▸ Task statement
Print each record below exactly as it appears.

Collected data entries
------------------------------------
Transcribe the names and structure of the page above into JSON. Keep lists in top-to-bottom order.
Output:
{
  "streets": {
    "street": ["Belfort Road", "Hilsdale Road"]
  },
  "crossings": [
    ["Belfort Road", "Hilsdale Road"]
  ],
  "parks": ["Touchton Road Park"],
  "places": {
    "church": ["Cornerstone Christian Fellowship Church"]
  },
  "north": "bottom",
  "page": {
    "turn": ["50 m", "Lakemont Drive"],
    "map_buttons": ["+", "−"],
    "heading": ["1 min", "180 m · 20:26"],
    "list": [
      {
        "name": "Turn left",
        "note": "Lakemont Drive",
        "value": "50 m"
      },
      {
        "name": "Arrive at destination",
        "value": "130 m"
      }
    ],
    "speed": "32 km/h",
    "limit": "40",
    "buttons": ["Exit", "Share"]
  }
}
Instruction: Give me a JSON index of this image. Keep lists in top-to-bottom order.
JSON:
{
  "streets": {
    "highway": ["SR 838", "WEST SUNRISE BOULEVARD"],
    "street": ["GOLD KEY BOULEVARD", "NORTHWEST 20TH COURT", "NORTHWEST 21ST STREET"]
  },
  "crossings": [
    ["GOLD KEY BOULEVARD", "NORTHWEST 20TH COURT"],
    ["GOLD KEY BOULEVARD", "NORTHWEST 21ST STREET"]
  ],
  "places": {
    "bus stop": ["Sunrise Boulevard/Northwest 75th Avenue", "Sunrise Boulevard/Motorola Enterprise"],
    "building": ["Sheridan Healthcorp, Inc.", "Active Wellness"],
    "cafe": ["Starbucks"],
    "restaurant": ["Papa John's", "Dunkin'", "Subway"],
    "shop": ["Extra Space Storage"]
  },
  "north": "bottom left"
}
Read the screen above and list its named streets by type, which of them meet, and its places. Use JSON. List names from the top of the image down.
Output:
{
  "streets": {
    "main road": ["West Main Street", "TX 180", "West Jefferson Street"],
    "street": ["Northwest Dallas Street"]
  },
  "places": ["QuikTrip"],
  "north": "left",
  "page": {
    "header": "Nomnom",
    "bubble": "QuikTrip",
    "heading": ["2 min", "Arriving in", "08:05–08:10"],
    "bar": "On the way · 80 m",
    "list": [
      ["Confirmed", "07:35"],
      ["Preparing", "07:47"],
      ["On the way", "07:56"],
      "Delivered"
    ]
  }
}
------------------------------------
▸ The completed task
Transcribe the names and structure of the page above into JSON. Keep lists in top-to-bottom order.
Output:
{
  "streets": {
    "street": ["Belfort Road", "Hilsdale Road"]
  },
  "crossings": [
    ["Belfort Road", "Hilsdale Road"]
  ],
  "parks": ["Touchton Road Park"],
  "places": {
    "church": ["Cornerstone Christian Fellowship Church"]
  },
  "north": "bottom",
  "page": {
    "turn": ["50 m", "Lakemont Drive"],
    "map_buttons": ["+", "−"],
    "heading": ["1 min", "180 m · 20:26"],
    "list": [
      {
        "name": "Turn left",
        "note": "Lakemont Drive",
        "value": "50 m"
      },
      {
        "name": "Arrive at destination",
        "value": "130 m"
      }
    ],
    "speed": "32 km/h",
    "limit": "40",
    "buttons": ["Exit", "Share"]
  }
}
Instruction: Give me a JSON index of this image. Keep lists in top-to-bottom order.
JSON:
{
  "streets": {
    "highway": ["SR 838", "WEST SUNRISE BOULEVARD"],
    "street": ["GOLD KEY BOULEVARD", "NORTHWEST 20TH COURT", "NORTHWEST 21ST STREET"]
  },
  "crossings": [
    ["GOLD KEY BOULEVARD", "NORTHWEST 20TH COURT"],
    ["GOLD KEY BOULEVARD", "NORTHWEST 21ST STREET"]
  ],
  "places": {
    "bus stop": ["Sunrise Boulevard/Northwest 75th Avenue", "Sunrise Boulevard/Motorola Enterprise"],
    "building": ["Sheridan Healthcorp, Inc.", "Active Wellness"],
    "cafe": ["Starbucks"],
    "restaurant": ["Papa John's", "Dunkin'", "Subway"],
    "shop": ["Extra Space Storage"]
  },
  "north": "bottom left"
}
Read the screen above and list its named streets by type, which of them meet, and its places. Use JSON. List names from the top of the image down.
Output:
{
  "streets": {
    "main road": ["West Main Street", "TX 180", "West Jefferson Street"],
    "street": ["Northwest Dallas Street"]
  },
  "places": ["QuikTrip"],
  "north": "left",
  "page": {
    "header": "Nomnom",
    "bubble": "QuikTrip",
    "heading": ["2 min", "Arriving in", "08:05–08:10"],
    "bar": "On the way · 80 m",
    "list": [
      ["Confirmed", "07:35"],
      ["Preparing", "07:47"],
      ["On the way", "07:56"],
      "Delivered"
    ]
  }
}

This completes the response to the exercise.